After surrendering the first-inning home run to Alonso, he allowed just two more hits and three more baserunners. Alonso singled to lead off the fourth but was erased on a 4-6-3 double play. After Wilson Ramos extended his hitting streak to 25 games on a double that scooted past Miller at third, Joe Panik walked, but Eflin retired Amed Rosario to escape the inning unharmed.

Eflin, who lowered his ERA to a respectable 4.33 for the season, pitched perfect innings in the second, third, fifth, sixth and seventh.

But it was an armchair manager’s dream from there.

With Eflin’s pitch count at 84 and Adam Haseley at second base following a leadoff double in the bottom of the seventh, Kapler opted to pinch-hit for his pitcher. Jay Bruce moved Haseley to third with a grounder to first, but the Phillies failed to get the run home and now it was a bullpen game.

Eflin said he had been “nursing some oblique tightness and that started creeping up on me kind of in the fifth, sixth and seventh, so I respected the decision Kap made” to remove him.

Soon, however, it would be a tie game.

Reliever Mike Morin gave up a leadoff single to Todd Frazier and walked pinch-hitter Brandon Nimmo before pinch-hitter Luis Guillorme moved both runners with a sacrifice bunt.

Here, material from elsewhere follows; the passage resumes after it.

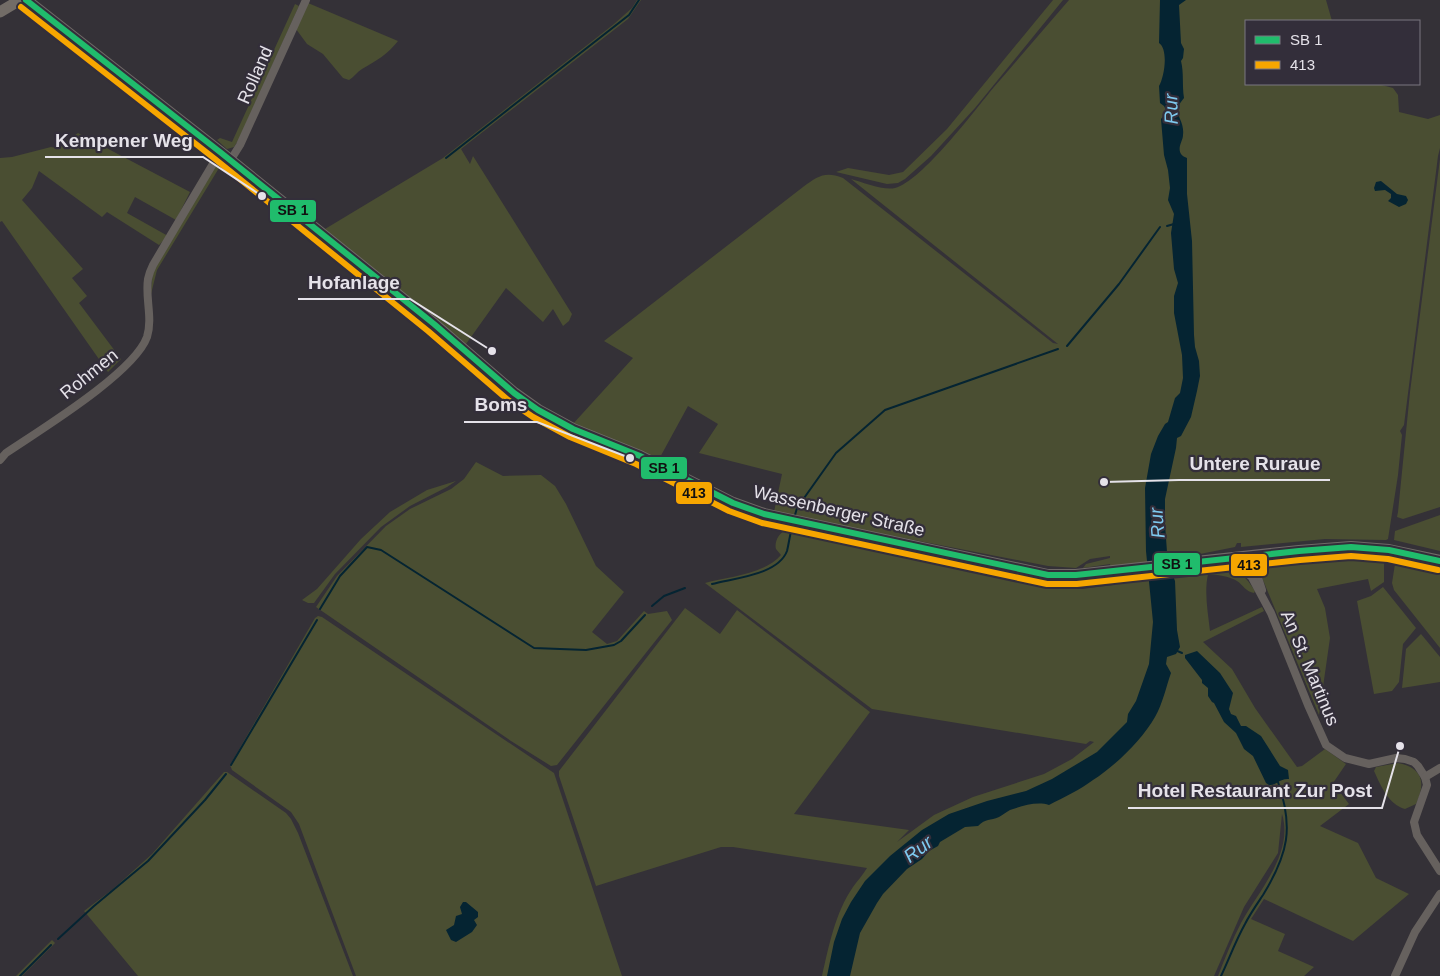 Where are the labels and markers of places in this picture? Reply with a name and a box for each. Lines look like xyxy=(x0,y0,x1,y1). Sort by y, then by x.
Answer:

Kapler went to Neris in an attempt to get a five-out save with the top of the Mets’ order coming up. Neris kept the tying run from scoring when he got Jeff McNeil to ground into a fielder’s choice that ended with pinch-runner Rajai Davis being thrown out at home plate. But Neris walked Alonso and ball four was a spiked splitter that got past catcher J.T. Realmuto, allowing Nimmo to score the tying run.

The “Let’s go Mets” chants were ringing through Citi Field South once again just as they had when Alonso hit his first-inning homer.

The Phillies, however, had an answer this time. Neris escaped the eighth without any more damage and Harper led off the bottom of the inning with a single off lefty Daniel Zamora.

Hoskins drew a walk and Miller, who had homered in the second after being a late lineup replacement for Jean Segura, delivered a productive out with a fly ball to center field. It advanced both Harper and Hoskins and, after Hernadez was intentionally walked, Kingery lined a 1-0 fastball into left-center field for a three-run double.

The Mets fans were silenced and the Phillies were a game closer to the second wild card than they had been at the beginning of the day.